Par 14 juin 2019
Francesca Melandri, le 7 juin à Paris. Photo Samuel Kirszenbaum pour Libération
Un jeune homme quitte l’Ethiopie en 2007. Trois ans plus tard, le voici enfermé dans un Centre d’identification et d’expulsion (CIE), en Italie. «Ce sont nos frontières. Celles que nous avons fait semblant de supprimer», dit un avocat désabusé à la fin du grand roman de Francesca Melandri, Tous, sauf moi.Il s’agit, disons, d’un roman historique. L’auteure - 55 ans, polyglotte, de passage à Paris - ne récuse pas l’expression. Eva dort (Gallimard, 2012) traitait de l’italianisation forcée du Tyrol du Sud germanophone, avec en parallèle la traversée contemporaine de l’Italie du nord au sud. Plus haut que la mer (2015) confrontait des prisonniers politiques (mais pas seulement) et leur famille, à la fin des années 70.

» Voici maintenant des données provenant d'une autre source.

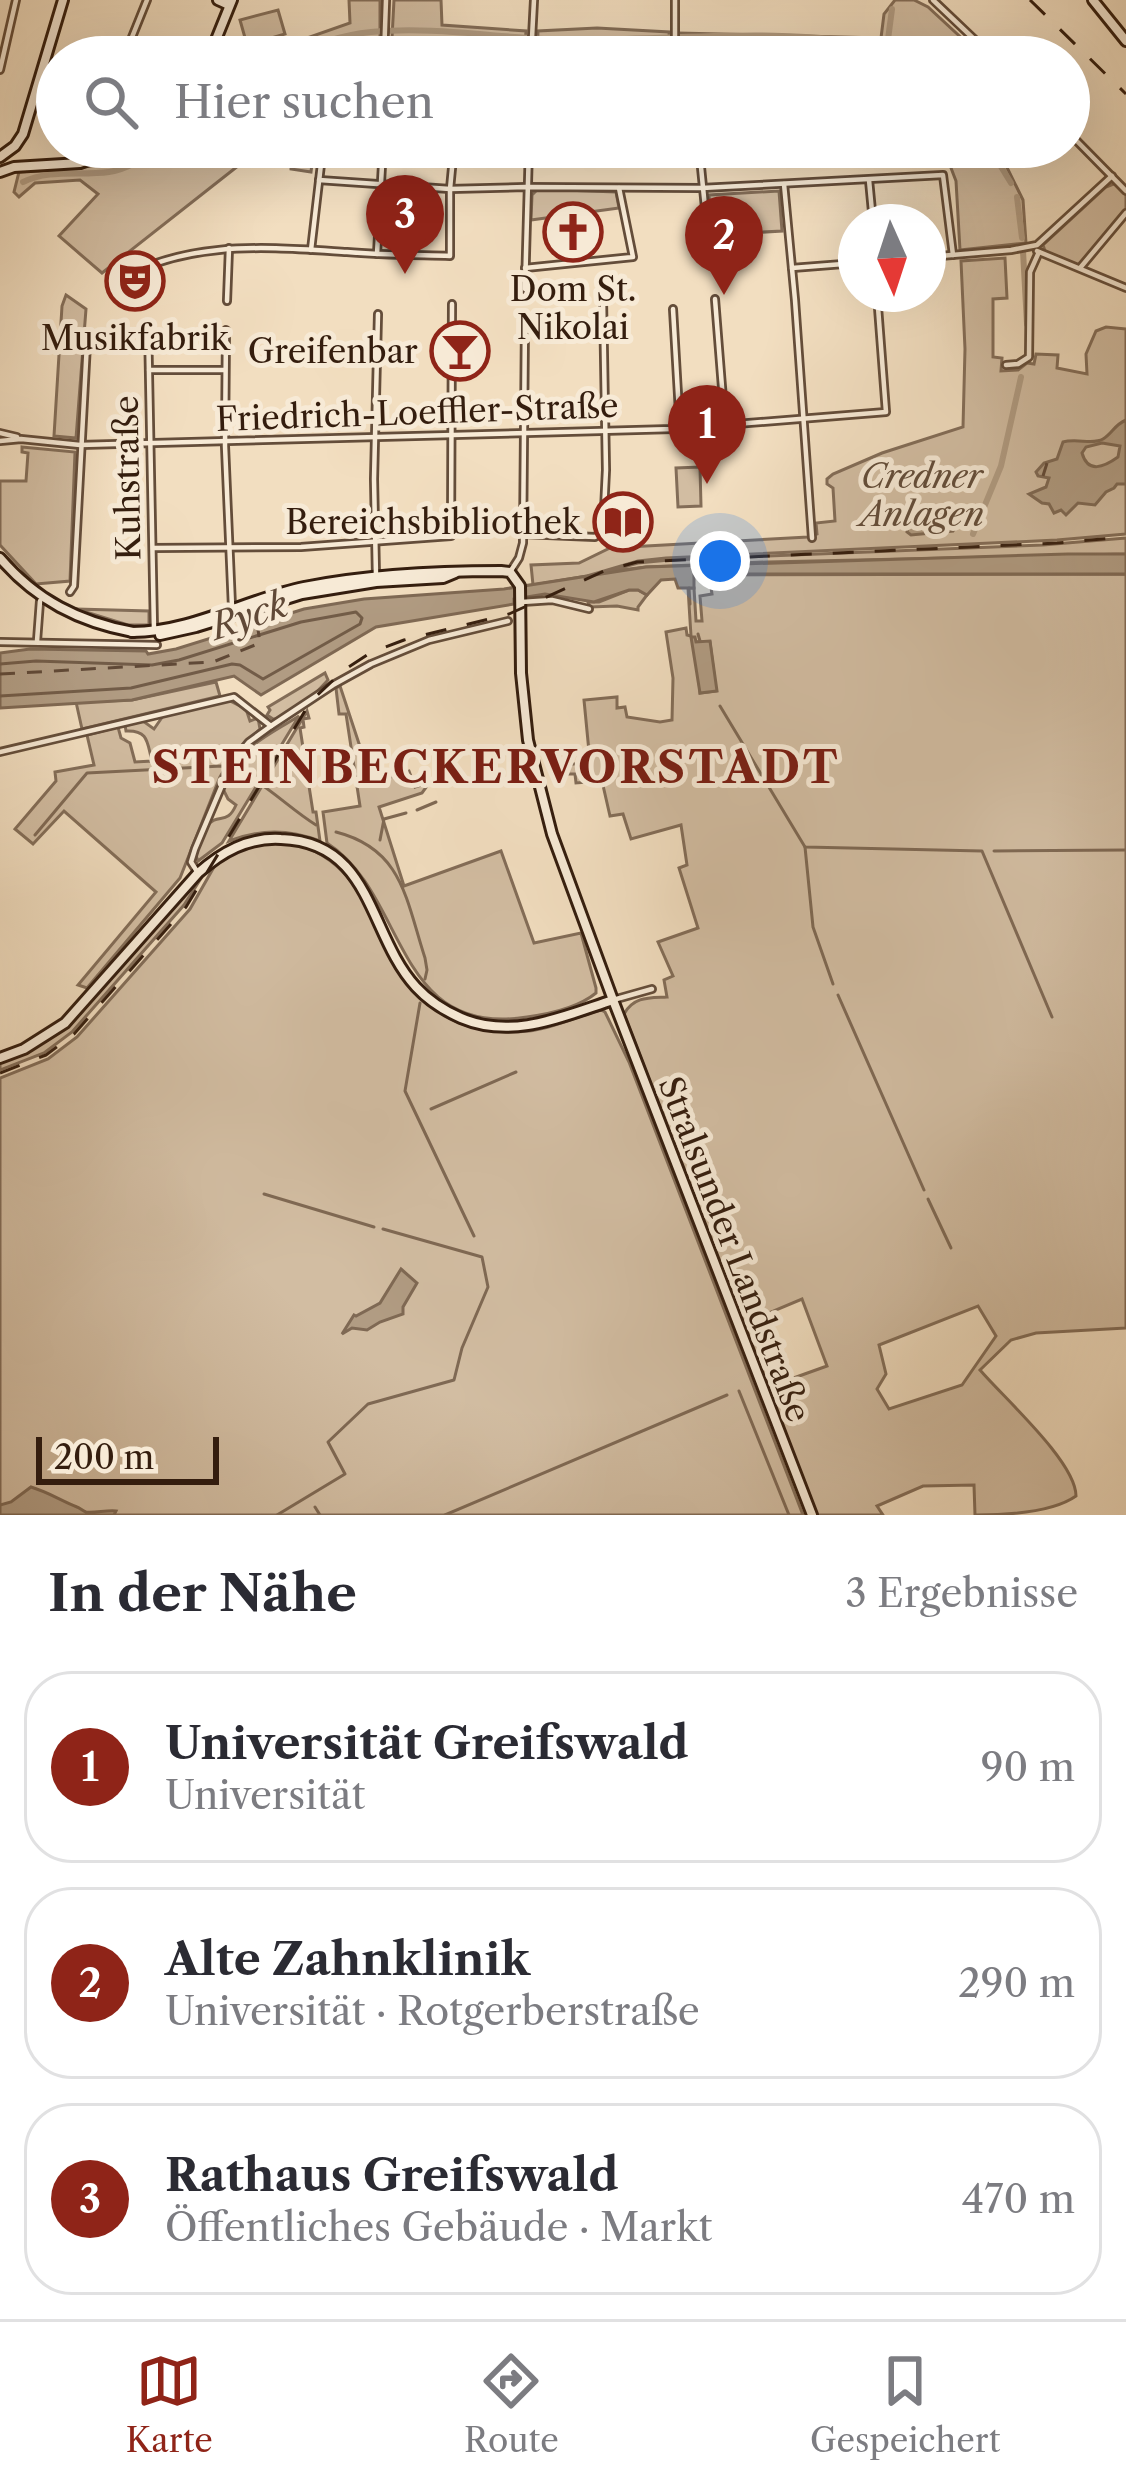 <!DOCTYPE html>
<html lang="de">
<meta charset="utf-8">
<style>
:root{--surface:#fff;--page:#f7f7f7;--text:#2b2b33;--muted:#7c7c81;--line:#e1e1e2;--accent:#8f2418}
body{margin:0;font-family:"Libre Caslon Text",serif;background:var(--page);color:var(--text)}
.compass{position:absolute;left:838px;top:204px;width:108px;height:108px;border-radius:50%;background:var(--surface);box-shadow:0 12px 48px #0002;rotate:177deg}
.scale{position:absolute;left:36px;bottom:30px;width:183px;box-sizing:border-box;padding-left:12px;border:6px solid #341d0e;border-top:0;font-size:33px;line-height:42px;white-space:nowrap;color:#341d0e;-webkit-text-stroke:9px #f7ead6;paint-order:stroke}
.you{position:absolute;left:720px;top:561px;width:42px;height:42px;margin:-30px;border:9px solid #fff;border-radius:50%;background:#1a73e8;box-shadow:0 0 0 18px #1a73e833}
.badge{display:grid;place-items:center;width:78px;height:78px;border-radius:50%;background:var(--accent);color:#fff;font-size:39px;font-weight:700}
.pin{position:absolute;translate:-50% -99px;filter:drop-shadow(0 3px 6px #0008)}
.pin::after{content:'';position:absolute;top:63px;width:42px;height:36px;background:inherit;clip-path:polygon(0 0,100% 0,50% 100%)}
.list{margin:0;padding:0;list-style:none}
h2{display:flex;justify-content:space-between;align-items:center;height:156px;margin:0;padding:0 48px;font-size:51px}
h2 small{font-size:39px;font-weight:400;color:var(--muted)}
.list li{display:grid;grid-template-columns:78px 1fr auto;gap:36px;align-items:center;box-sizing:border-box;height:192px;margin:0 24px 24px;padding:0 24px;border:3px solid var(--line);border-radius:48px}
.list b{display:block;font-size:45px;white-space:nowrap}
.list p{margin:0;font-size:39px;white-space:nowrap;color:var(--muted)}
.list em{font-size:39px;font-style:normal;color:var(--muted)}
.icon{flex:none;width:66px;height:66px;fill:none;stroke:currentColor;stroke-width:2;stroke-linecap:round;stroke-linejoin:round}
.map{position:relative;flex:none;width:1126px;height:1515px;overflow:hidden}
.search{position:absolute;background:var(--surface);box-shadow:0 12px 48px #0002;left:36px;right:36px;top:36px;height:132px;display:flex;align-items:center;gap:30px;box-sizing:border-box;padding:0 42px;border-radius:66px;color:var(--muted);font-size:45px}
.sheet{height:804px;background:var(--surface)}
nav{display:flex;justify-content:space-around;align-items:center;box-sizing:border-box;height:168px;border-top:3px solid var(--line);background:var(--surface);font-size:33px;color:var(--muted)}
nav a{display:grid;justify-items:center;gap:6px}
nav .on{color:var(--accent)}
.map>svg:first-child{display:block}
</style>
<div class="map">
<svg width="1126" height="1515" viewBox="0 0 1126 1515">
<rect width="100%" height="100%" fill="#f2dec0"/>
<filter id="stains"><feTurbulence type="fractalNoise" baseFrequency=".00167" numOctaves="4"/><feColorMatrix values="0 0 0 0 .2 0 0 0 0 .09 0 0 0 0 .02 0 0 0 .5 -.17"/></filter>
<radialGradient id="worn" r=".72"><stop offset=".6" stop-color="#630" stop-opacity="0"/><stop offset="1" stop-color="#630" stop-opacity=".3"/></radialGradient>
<!-- green -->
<g fill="#d2bda2" stroke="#836d58" stroke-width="3" fill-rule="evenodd">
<path d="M349 0H380V57H253L350 23Z"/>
<path d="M394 0H441L442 25 526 31 524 57H391Z"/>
<path d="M895 0H914L928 7 982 57H679V33L881 38 884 14Z"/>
<path d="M278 10 285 34 247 45 240 20Z"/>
<path d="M597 28 669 32 670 57H537L538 31Z"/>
<path d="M145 147H262L102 273 59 236 98 194 80 180 35 183 19 197 14 192 19 172C63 169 106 170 145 147Z"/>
<path d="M264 147H314L311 172 291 169V160L262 156Z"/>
<path d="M943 147H997L1023 200 1026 243 960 250 956 181Z"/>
<path d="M1116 183 1126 194V209L1078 267 1045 251 1043 245 1106 187Z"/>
<path d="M538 189 616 192 619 208 531 220 532 195Z"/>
<path d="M779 191 782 231 711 235 709 195Z"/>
<path d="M1005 258 1007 298 993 299V357L1002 358 1001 371 1018 370 1027 363 1034 364 1036 354 1058 355 1057 368 1087 374 1086 354 1096 331 1106 327 1126 329V534L1057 540 666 558 638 561 587 576 533 585 531 565 579 563 610 548 808 537 817 534 816 523 835 521 833 488 827 484V479L833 474 882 453 963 427 965 349 961 261Z"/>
<path d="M66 295 86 309 76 438 54 436 62 306Z"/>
<path d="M22 447 75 452 70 581 36 584 0 545V481H26L28 453 22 452Z"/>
<path d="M700 467 701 506 678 507 676 468Z"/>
<path d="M1126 538V554L767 562 646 567 605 572 638 563 669 560 1043 545Z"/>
<path d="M1126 574V1328L1036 1333 1011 1340 980 1370C1004 1398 1076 1462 1076 1496 1052 1513 1003 1515 975 1515L974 1485 923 1486 877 1506 883 1515H816L624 1014C634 996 650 998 667 997L664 980 673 976 658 942 698 928 679 868 687 865 681 825 631 839 623 814 610 816 602 781 576 783 575 774H567L566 765 590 762 584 700 617 697V708L625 707 627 717 660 722 672 720 673 678 666 632 686 628 687 635 691 636 688 588H694L696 621H702L700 596 712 594 709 575ZM696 642H710L716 691 700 693ZM802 1299 827 1366 774 1385 750 1321ZM978 1306 996 1336 962 1385 889 1409 877 1389 886 1374 879 1345Z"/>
<path d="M629 590H638L647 595 638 607V610L617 606 590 607 588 602H599Z"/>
<path d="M76 609 149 611V625H128Z"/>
<path d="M325 673 328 680 311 698 279 719H273L267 715 270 710 268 707Z"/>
<path d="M216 682 220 696 82 729 76 702 132 700Z"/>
<path d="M340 686 372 783 409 771 415 787 430 782 422 793 379 807 404 886 501 851 534 943 581 933 596 988V993C579 1007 550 1014 527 1017 393 1038 408 895 327 843L323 812 360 806 346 714H339L336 688Z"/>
<path d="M228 700 246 709 250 721 258 718 260 729 234 753 220 777 180 878 87 988 78 985 156 892 64 811 33 844 15 829 56 781 55 772 94 765 87 735 118 727 121 738 130 743 135 762 152 761C147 743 149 730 126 731L125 725 143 721 154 729 163 716Z"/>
<path d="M307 711 309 718 303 719 304 727 300 728 313 812H316L320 841C288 829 261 829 229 841Z"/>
<path d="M299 716 222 843 198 861 195 853C199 845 202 832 207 826 218 812 227 826 236 805L228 799 223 789C243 744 259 741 299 716Z"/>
<path d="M280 842C408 854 359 1047 529 1031 554 1028 577 1016 601 1010L605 1012 629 1062 803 1515H0V1078L48 1059 77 1037 190 909 218 860 256 844Z"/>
<path d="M207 869 184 905 72 1032 44 1053 0 1070V1061L48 1040 81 1013 126 958Z"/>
</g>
<!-- water -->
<g fill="#b19c83" stroke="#7f6954" stroke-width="3" fill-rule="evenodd">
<path d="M1126 420V484H1117L1114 488 1106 492 1095 505 1078 503 1066 515 1061 510 1054 513 1049 504 1042 503 1029 494 1046 487 1049 478 1038 476 1036 472 1044 463 1057 459 1063 442C1076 438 1094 445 1103 439 1113 433 1114 425 1126 420ZM1102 443 1120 446 1118 457C1104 467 1088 474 1082 453L1086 447Z"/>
<path d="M940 507 954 510 962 516 953 531 911 535 907 532 910 519 926 520Z"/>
<path d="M1068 554H1126V574H694V588H678L675 579 661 580 647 595 638 590H629L594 602 545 594 514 599V604L376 627 261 695 234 676 132 700 0 708V653L30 649 146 651 148 654 176 649 304 609 364 599 504 589 646 567Z"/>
<path d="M691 637H695L696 642 710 641 717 691 700 693Z"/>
<path d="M401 1269 417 1283 403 1307V1314L380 1322 367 1330 352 1328 342 1334 354 1315 356 1316 380 1303Z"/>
<path d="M31 1487C48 1492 62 1501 77 1507 80 1508 83 1511 86 1512 95 1513 107 1510 116 1511L114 1515H0V1505L11 1502Z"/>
</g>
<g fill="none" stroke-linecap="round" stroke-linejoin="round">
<!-- shore -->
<path stroke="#725c48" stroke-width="3" d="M0 664 36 661 152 665 179 660 301 622 356 612 362 618 360 624 263 679 240 665 232 664 131 688 0 696"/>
<!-- stream -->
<g stroke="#7f6954" stroke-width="3">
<path d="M689 588 690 604"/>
<path d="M698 634 700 641"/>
<path d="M720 706 805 847 982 851 1052 1017"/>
<path d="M417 810 436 802"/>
<path d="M336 832C403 849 406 900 425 958L427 970 425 979"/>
<path d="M35 835 87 773 222 766C259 775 285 806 316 825"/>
<path d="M380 840 384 819 406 813"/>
<path d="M805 847 813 927 833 984"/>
<path d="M994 851 1126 850"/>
<path d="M838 995 924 1190"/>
<path d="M420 1003 405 1091 474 1236"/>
<path d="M431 1109 516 1072"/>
<path d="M264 1194 374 1227"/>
<path d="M928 1199 951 1248"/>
<path d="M739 1391 789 1515"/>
<path d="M315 1507 320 1515"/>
<path d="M277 1515 345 1474 328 1442 368 1404 454 1380 462 1348 488 1287 482 1257 383 1229"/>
<path d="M445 1515 727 1395"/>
</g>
<!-- canal -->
<g stroke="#b19c83" stroke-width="6">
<path d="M282 57C311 46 340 35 371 32 441 25 512 41 583 40 683 39 788 27 887 47L892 9"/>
<path d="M911 57H912"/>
<path d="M989 147 1011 183"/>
<path d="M23 182C49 169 81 176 109 172 128 169 144 158 160 147"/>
<path d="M1017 197 1022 238"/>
<path d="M1023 251 1027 324"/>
<path d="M973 534 1001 466 1021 377"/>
</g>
<!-- ferry -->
<g stroke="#604937" stroke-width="3" stroke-dasharray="15 12" stroke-linecap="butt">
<path d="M1043 476 1047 463"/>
<path d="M0 674 213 662 260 643 257 623"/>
</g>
<!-- street casing -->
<g stroke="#644d3a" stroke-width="10">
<g id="street">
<path d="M675 0V57"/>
<path d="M933 0 993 57"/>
<path d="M124 57 147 0"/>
<path d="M384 57 386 0"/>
<path d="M531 57 534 0"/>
<path d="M0 70 16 0"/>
<path d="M1069 133 1126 191"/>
<path d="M699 147 708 238"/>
<path d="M319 180 450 189 526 187 702 188 943 175 953 255"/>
<path d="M869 180 873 222"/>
<path d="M784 184 795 300 812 538"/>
<path d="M311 250 323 147"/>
<path d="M1037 251 1126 288"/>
<path d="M377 254 383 147"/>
<path d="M928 257 1011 250 1037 245 1112 176"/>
<path d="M148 268V294"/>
<path d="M525 268 633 257 619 188"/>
<path d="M792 268 856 263"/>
<path d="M1080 268 1126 213"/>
<path d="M110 285C183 239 265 247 347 252 381 255 416 255 450 256V189L454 147"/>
<path d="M525 289 529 147"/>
<path d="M715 299 725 425"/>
<path d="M227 301 229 248"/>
<path d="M673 309 680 429"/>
<path d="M148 324 154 630"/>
<path d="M226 330 225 446 232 607"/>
<path d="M1006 365 1018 364 1029 357 1030 272 1039 252"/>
<path d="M149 370H224"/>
<path d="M0 433 17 437"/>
<path d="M0 441 21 439 80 445 673 429 886 412 877 294"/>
<path d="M523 534 595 537 603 531 606 470 603 300"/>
<path d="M153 548 301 547 451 536 452 304"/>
<path d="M510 572 519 558 523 543 525 321"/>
<path d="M376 576 374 479 378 314"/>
<path d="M70 592 74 586 87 343"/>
<path d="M522 602 552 600 589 609"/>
<path d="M37 641 40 601"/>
<path d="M0 642 157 645"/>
<path d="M0 752 234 697 271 726"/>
<path d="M198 873 191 862 195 849 231 764 249 742 271 726 333 685 371 664 429 640 508 621"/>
<path d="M613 1000 652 989"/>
</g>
</g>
<!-- secondary casing -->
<g stroke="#341d0e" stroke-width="14">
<g id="secondary">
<path d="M218 0 229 5"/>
<path d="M1093 0 1126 41"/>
<path d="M209 57 232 0"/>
<path d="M0 157 15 146 23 134 63 0"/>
<path d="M0 172 14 167 80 163 127 147"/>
<path d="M0 558C36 600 79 622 133 632"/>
<path d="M132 632C192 632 246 599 304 587 369 574 435 571 501 571L510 572 520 586 521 673 528 740 552 834 613 1000 812 1515"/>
<path d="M160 635 196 627 302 594 376 582 443 578 455 573"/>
<path d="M0 1058 24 1049 65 1023 198 873C222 852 248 837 281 839 373 842 368 935 416 987 428 1000 445 1011 461 1018 513 1040 564 1016 613 1000"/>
</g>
</g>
<!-- street -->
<use href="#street" stroke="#f7ead6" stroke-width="4.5"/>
<!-- secondary -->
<use href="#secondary" stroke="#f7ead6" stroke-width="8"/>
<!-- rail -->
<g stroke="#341d0e" stroke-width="3" stroke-dasharray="21 21" stroke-linecap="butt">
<path d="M1030 0 1126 94"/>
<path d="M0 1073 46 1055 74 1034 186 907 311 701 344 670 370 653 404 640 509 614 604 571 637 562 1057 543 1126 537"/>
</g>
</g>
<!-- icons -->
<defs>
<g id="church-ring" transform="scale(3)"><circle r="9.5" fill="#f7ead6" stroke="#8f2418" stroke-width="1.5"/><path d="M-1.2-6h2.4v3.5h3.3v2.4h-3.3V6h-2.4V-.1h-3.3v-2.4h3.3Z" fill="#8f2418"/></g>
<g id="theatre-ring" transform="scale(3)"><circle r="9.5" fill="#f7ead6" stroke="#8f2418" stroke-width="1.5"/><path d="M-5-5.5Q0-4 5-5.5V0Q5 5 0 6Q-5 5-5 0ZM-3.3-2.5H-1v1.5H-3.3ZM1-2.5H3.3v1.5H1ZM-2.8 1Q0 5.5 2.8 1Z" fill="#8f2418"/></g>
<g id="bar-ring" transform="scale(3)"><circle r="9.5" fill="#f7ead6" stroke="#8f2418" stroke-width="1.5"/><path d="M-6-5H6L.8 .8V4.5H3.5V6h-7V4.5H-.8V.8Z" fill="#8f2418"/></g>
<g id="library-ring" transform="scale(3)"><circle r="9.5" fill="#f7ead6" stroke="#8f2418" stroke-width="1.5"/><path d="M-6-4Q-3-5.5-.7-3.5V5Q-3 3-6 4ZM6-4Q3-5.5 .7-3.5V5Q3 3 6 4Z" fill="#8f2418"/></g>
</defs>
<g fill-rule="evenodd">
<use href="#church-ring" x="573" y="232"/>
<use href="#theatre-ring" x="135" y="281"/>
<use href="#bar-ring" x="460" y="351"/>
<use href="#library-ring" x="623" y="522"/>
</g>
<g text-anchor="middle" stroke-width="10" stroke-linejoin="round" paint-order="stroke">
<!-- poi labels -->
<g font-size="33" fill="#341d0e" stroke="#f7ead6">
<text x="573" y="301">Dom St.<tspan x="573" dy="38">Nikolai</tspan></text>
<text x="135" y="350">Musikfabrik</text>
<text x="418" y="363" text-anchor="end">Greifenbar</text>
<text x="581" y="534" text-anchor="end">Bereichsbibliothek</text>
</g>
<!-- street labels -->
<g font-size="33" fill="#341d0e" stroke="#f7ead6">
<text transform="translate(417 412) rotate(-2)" y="12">Friedrich-Loeffler-Straße</text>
<text transform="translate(127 478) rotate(-91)" y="12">Kuhstraße</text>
<text transform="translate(735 1249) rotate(69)" y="12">Stralsunder Landstraße</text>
</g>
<!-- park labels -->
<g font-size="33" font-style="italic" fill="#634d3a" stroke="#f7ead6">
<text x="922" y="488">Credner<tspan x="922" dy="38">Anlagen</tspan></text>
</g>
<!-- water labels -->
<g font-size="36" font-style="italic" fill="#604937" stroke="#f7ead6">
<text transform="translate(249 615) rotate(-19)" y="13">Ryck</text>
</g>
<!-- district labels -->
<g font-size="45" font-weight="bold" letter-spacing="3" fill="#7a1f14" stroke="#f7ead6">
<text x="496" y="783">STEINBECKERVORSTADT</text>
</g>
</g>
<rect width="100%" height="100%" filter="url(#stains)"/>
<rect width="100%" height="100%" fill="url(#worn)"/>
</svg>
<svg class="compass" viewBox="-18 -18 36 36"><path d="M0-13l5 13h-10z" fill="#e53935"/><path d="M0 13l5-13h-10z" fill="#7c7c81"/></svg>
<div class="scale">200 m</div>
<div class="you"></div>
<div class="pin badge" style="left:707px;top:484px">1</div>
<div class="pin badge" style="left:724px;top:295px">2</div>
<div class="pin badge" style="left:405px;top:274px">3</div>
<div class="search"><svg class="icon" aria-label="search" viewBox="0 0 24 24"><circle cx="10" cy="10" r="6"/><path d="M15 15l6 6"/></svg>Hier suchen</div>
</div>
<section class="sheet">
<h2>In der Nähe<small>3 Ergebnisse</small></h2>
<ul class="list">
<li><span class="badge">1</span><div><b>Universität Greifswald</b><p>Universität</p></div><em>90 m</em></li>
<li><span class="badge">2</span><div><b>Alte Zahnklinik</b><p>Universität · Rotgerberstraße</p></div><em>290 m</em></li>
<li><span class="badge">3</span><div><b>Rathaus Greifswald</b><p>Öffentliches Gebäude · Markt</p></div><em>470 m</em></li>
</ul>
</section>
<nav>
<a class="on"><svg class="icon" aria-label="map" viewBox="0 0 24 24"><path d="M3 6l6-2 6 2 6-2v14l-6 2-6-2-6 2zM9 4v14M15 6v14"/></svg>Karte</a>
<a><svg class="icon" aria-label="directions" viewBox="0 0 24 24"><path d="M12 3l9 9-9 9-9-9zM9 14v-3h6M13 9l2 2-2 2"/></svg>Route</a>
<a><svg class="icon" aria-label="saved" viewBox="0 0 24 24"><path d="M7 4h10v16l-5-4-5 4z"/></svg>Gespeichert</a>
</nav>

Le jeune homme de Tous, sauf moi a connu les geôles libyennes. Il en a été libéré lorsque Kadhafi, reçu à Rome par Berlusconi avec baisemain et fastes impériaux, a jugé bon de nettoyer ses cachots. Puis il a traversé la Méditerranée dans les conditions que tout le monde connaît. Le migrant ne possède rien, sauf sa carte d’identité et ce bien immatériel qu’on ne peut lui voler : son adresse mail. Il est noir, il s’appelle Shimeta Ietmgeta Attilaprofeti. Avant d’atterrir au CIE, il se rend à l’adresse qui a été le véritable but de son voyage. Il vient voir Attilio Profeti, son grand-père, dont il sait qu’il réside à Rome. En vérité, c’est dans la vie des enfants d’Attilio Profeti qu’il débarque, chez sa tante et son oncle présumés.